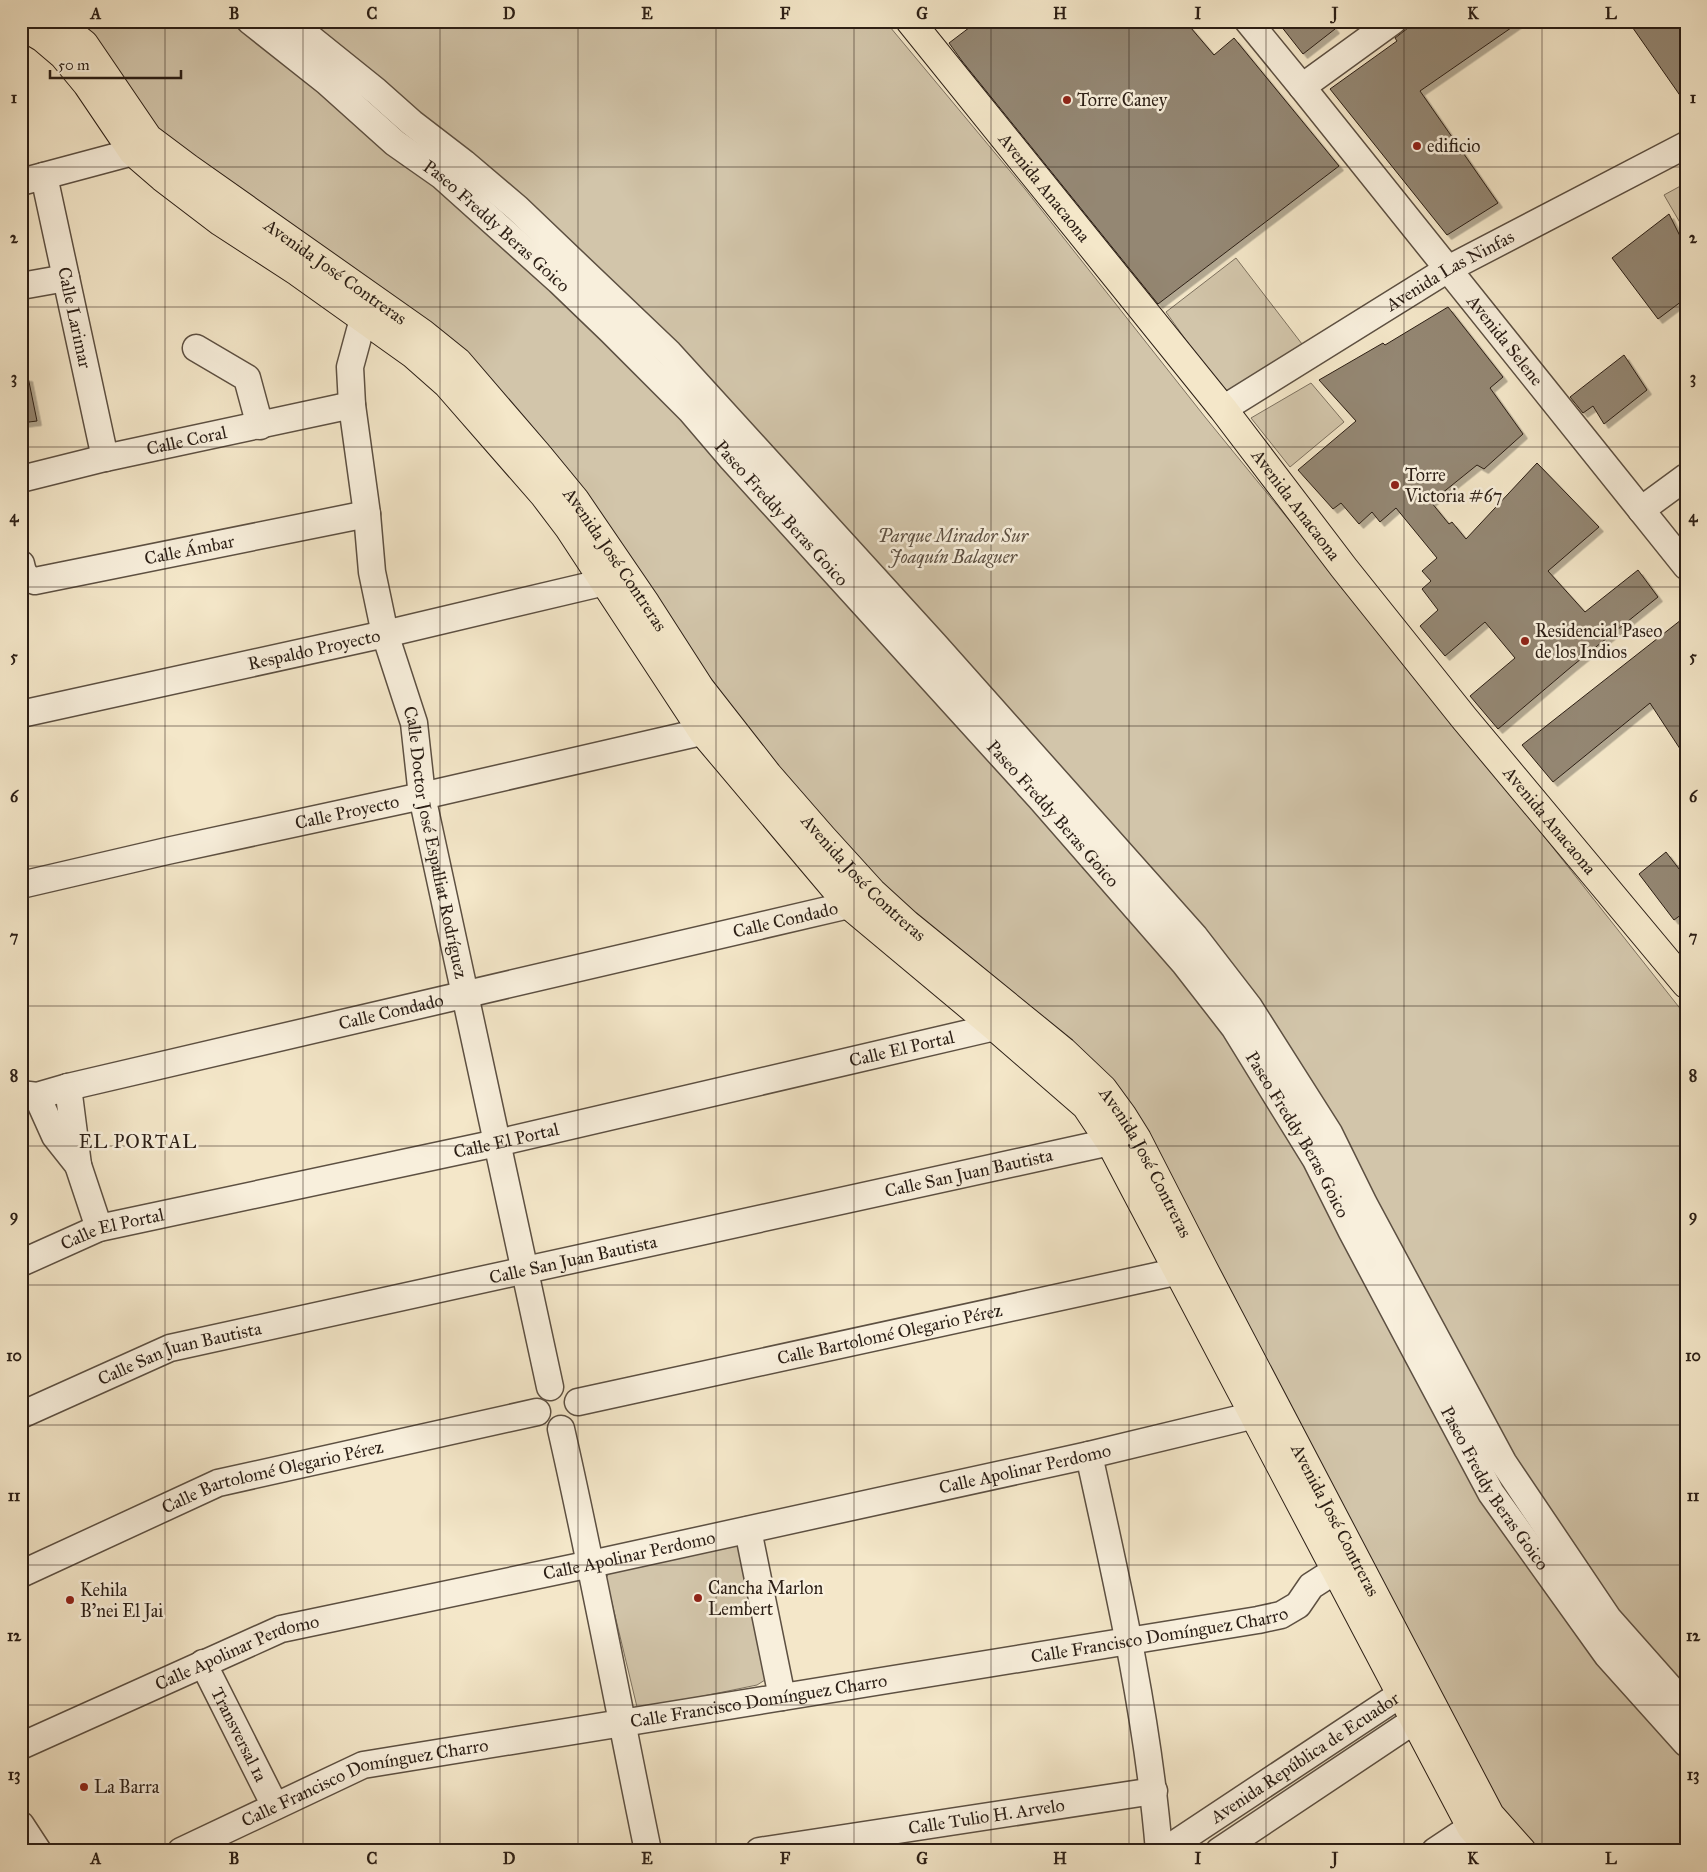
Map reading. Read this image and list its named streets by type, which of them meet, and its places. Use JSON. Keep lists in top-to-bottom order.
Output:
{
  "streets": {
    "main road": ["Avenida Anacaona", "Avenida José Contreras"],
    "street": [
      "Paseo Freddy Beras Goico",
      "Avenida Las Ninfas",
      "Calle Larimar",
      "Avenida Selene",
      "Calle Coral",
      "Calle Ámbar",
      "Respaldo Proyecto",
      "Calle Proyecto",
      "Calle Doctor José Espalliat Rodríguez",
      "Calle Condado",
      "Calle El Portal",
      "Calle San Juan Bautista",
      "Calle Bartolomé Olegario Pérez",
      "Calle Apolinar Perdomo",
      "Calle Francisco Domínguez Charro",
      "Transversal 1a",
      "Avenida República de Ecuador",
      "Calle Tulio H. Arvelo"
    ]
  },
  "crossings": [
    ["Avenida Anacaona", "Avenida Las Ninfas"],
    ["Avenida José Contreras", "Respaldo Proyecto"],
    ["Avenida José Contreras", "Calle Proyecto"],
    ["Avenida José Contreras", "Calle Doctor José Espalliat Rodríguez"],
    ["Avenida José Contreras", "Calle Condado"],
    ["Avenida José Contreras", "Calle El Portal"],
    ["Avenida José Contreras", "Calle San Juan Bautista"],
    ["Avenida José Contreras", "Calle Bartolomé Olegario Pérez"],
    ["Avenida José Contreras", "Calle Apolinar Perdomo"],
    ["Avenida José Contreras", "Calle Francisco Domínguez Charro"],
    ["Avenida José Contreras", "Avenida República de Ecuador"],
    ["Avenida Las Ninfas", "Avenida Selene"],
    ["Calle Larimar", "Calle Coral"],
    ["Calle Coral", "Calle Doctor José Espalliat Rodríguez"],
    ["Calle Ámbar", "Calle Doctor José Espalliat Rodríguez"],
    ["Respaldo Proyecto", "Calle Doctor José Espalliat Rodríguez"],
    ["Calle Proyecto", "Calle Doctor José Espalliat Rodríguez"],
    ["Calle Doctor José Espalliat Rodríguez", "Calle Condado"],
    ["Calle Doctor José Espalliat Rodríguez", "Calle El Portal"],
    ["Calle Doctor José Espalliat Rodríguez", "Calle San Juan Bautista"],
    ["Calle Doctor José Espalliat Rodríguez", "Calle Bartolomé Olegario Pérez"],
    ["Calle Apolinar Perdomo", "Transversal 1a"],
    ["Calle Francisco Domínguez Charro", "Transversal 1a"]
  ],
  "districts": ["EL PORTAL"],
  "parks": ["Parque Mirador Sur Joaquín Balaguer"],
  "places": [
    "Torre Caney",
    "edificio",
    "Torre Victoria #67",
    "Residencial Paseo de los Indios",
    "Cancha Marlon Lembert",
    "Kehila B'nei El Jai",
    "La Barra"
  ],
  "scale_bar": "50 m",
  "grid": {
    "columns": [
      "A",
      "B",
      "C",
      "D",
      "E",
      "F",
      "G",
      "H",
      "I",
      "J",
      "K",
      "L"
    ],
    "rows": [
      "1",
      "2",
      "3",
      "4",
      "5",
      "6",
      "7",
      "8",
      "9",
      "10",
      "11",
      "12",
      "13"
    ]
  }
}
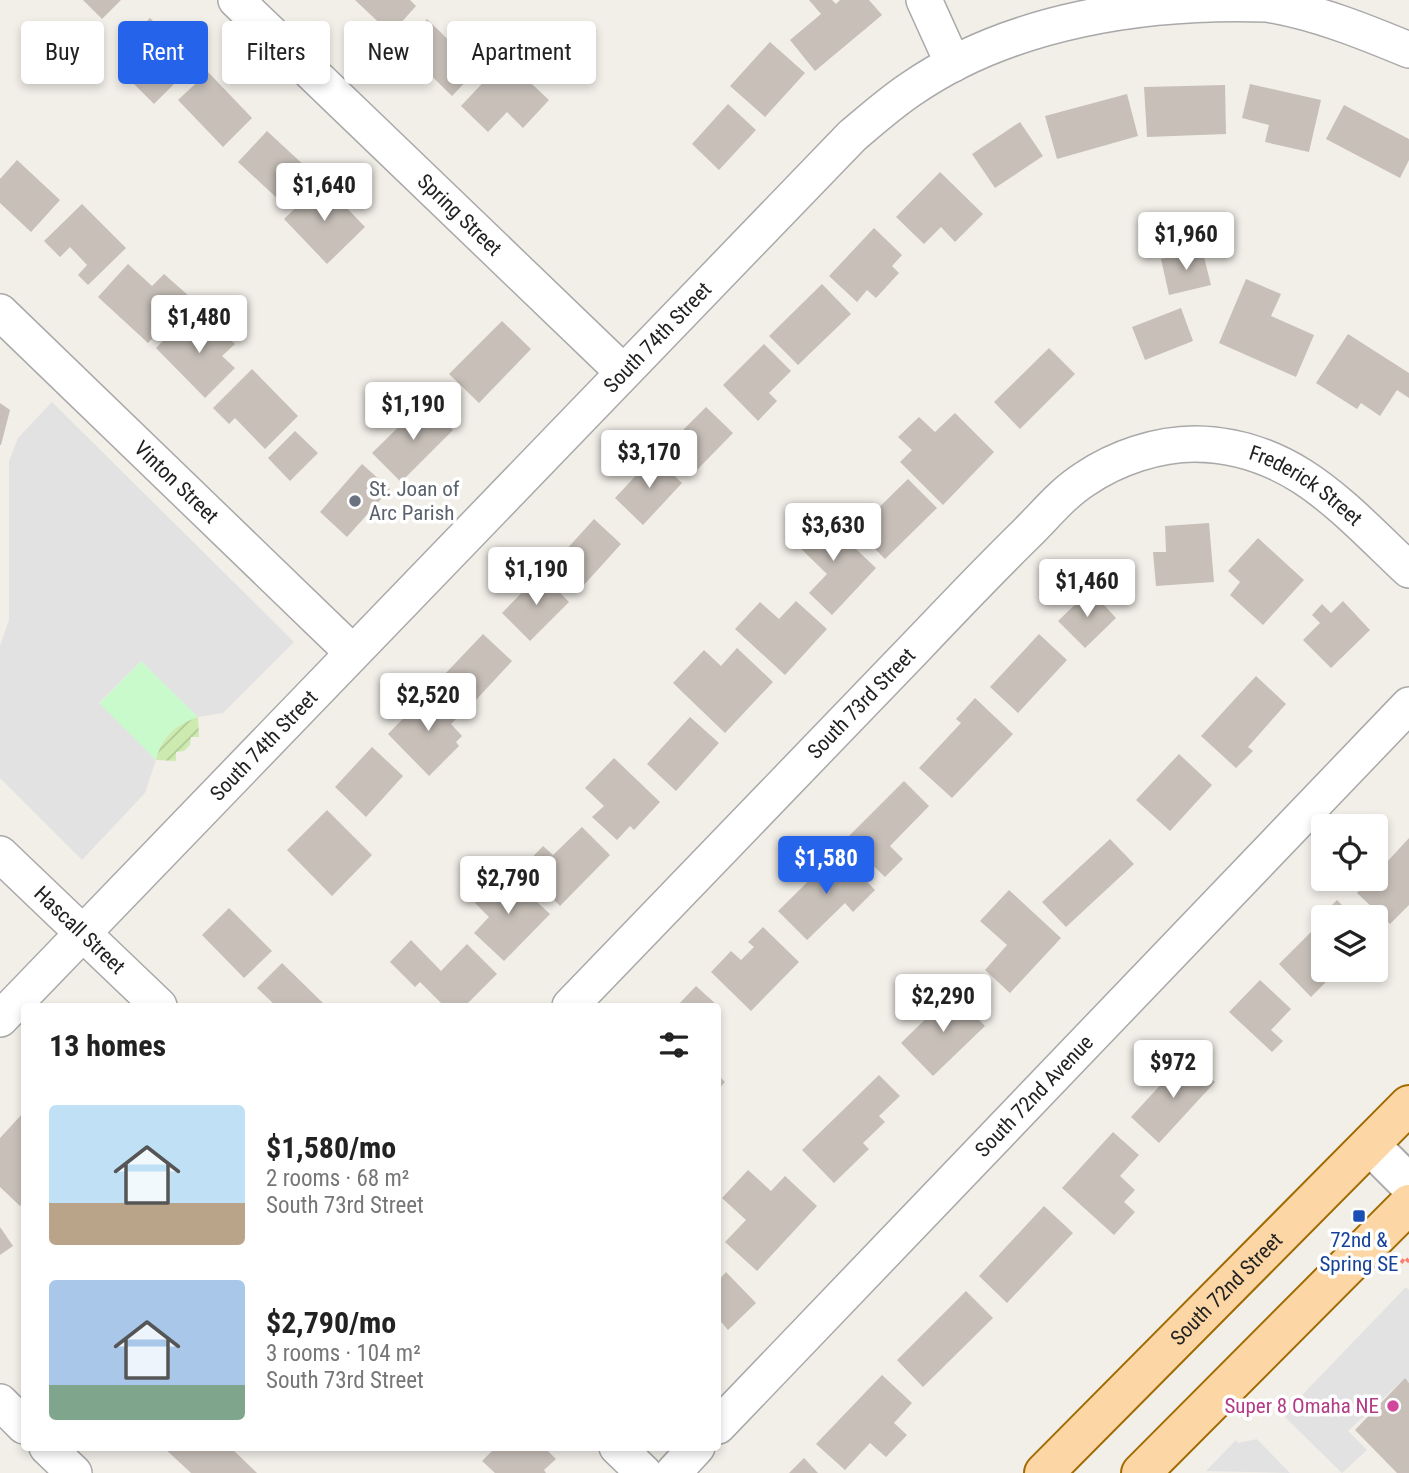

------------------------------------

* [Your instructions]:
Repeat the material verbatim but without any of its pictures.

* [Solution]:
Map reading. Read this image and list its named streets by type, which of them meet, and its places. Use JSON. Keep lists in top-to-bottom order.
Output:
{
  "streets": {
    "main road": ["Avenida Anacaona", "Avenida José Contreras"],
    "street": [
      "Paseo Freddy Beras Goico",
      "Avenida Las Ninfas",
      "Calle Larimar",
      "Avenida Selene",
      "Calle Coral",
      "Calle Ámbar",
      "Respaldo Proyecto",
      "Calle Proyecto",
      "Calle Doctor José Espalliat Rodríguez",
      "Calle Condado",
      "Calle El Portal",
      "Calle San Juan Bautista",
      "Calle Bartolomé Olegario Pérez",
      "Calle Apolinar Perdomo",
      "Calle Francisco Domínguez Charro",
      "Transversal 1a",
      "Avenida República de Ecuador",
      "Calle Tulio H. Arvelo"
    ]
  },
  "crossings": [
    ["Avenida Anacaona", "Avenida Las Ninfas"],
    ["Avenida José Contreras", "Respaldo Proyecto"],
    ["Avenida José Contreras", "Calle Proyecto"],
    ["Avenida José Contreras", "Calle Doctor José Espalliat Rodríguez"],
    ["Avenida José Contreras", "Calle Condado"],
    ["Avenida José Contreras", "Calle El Portal"],
    ["Avenida José Contreras", "Calle San Juan Bautista"],
    ["Avenida José Contreras", "Calle Bartolomé Olegario Pérez"],
    ["Avenida José Contreras", "Calle Apolinar Perdomo"],
    ["Avenida José Contreras", "Calle Francisco Domínguez Charro"],
    ["Avenida José Contreras", "Avenida República de Ecuador"],
    ["Avenida Las Ninfas", "Avenida Selene"],
    ["Calle Larimar", "Calle Coral"],
    ["Calle Coral", "Calle Doctor José Espalliat Rodríguez"],
    ["Calle Ámbar", "Calle Doctor José Espalliat Rodríguez"],
    ["Respaldo Proyecto", "Calle Doctor José Espalliat Rodríguez"],
    ["Calle Proyecto", "Calle Doctor José Espalliat Rodríguez"],
    ["Calle Doctor José Espalliat Rodríguez", "Calle Condado"],
    ["Calle Doctor José Espalliat Rodríguez", "Calle El Portal"],
    ["Calle Doctor José Espalliat Rodríguez", "Calle San Juan Bautista"],
    ["Calle Doctor José Espalliat Rodríguez", "Calle Bartolomé Olegario Pérez"],
    ["Calle Apolinar Perdomo", "Transversal 1a"],
    ["Calle Francisco Domínguez Charro", "Transversal 1a"]
  ],
  "districts": ["EL PORTAL"],
  "parks": ["Parque Mirador Sur Joaquín Balaguer"],
  "places": [
    "Torre Caney",
    "edificio",
    "Torre Victoria #67",
    "Residencial Paseo de los Indios",
    "Cancha Marlon Lembert",
    "Kehila B'nei El Jai",
    "La Barra"
  ],
  "scale_bar": "50 m",
  "grid": {
    "columns": [
      "A",
      "B",
      "C",
      "D",
      "E",
      "F",
      "G",
      "H",
      "I",
      "J",
      "K",
      "L"
    ],
    "rows": [
      "1",
      "2",
      "3",
      "4",
      "5",
      "6",
      "7",
      "8",
      "9",
      "10",
      "11",
      "12",
      "13"
    ]
  }
}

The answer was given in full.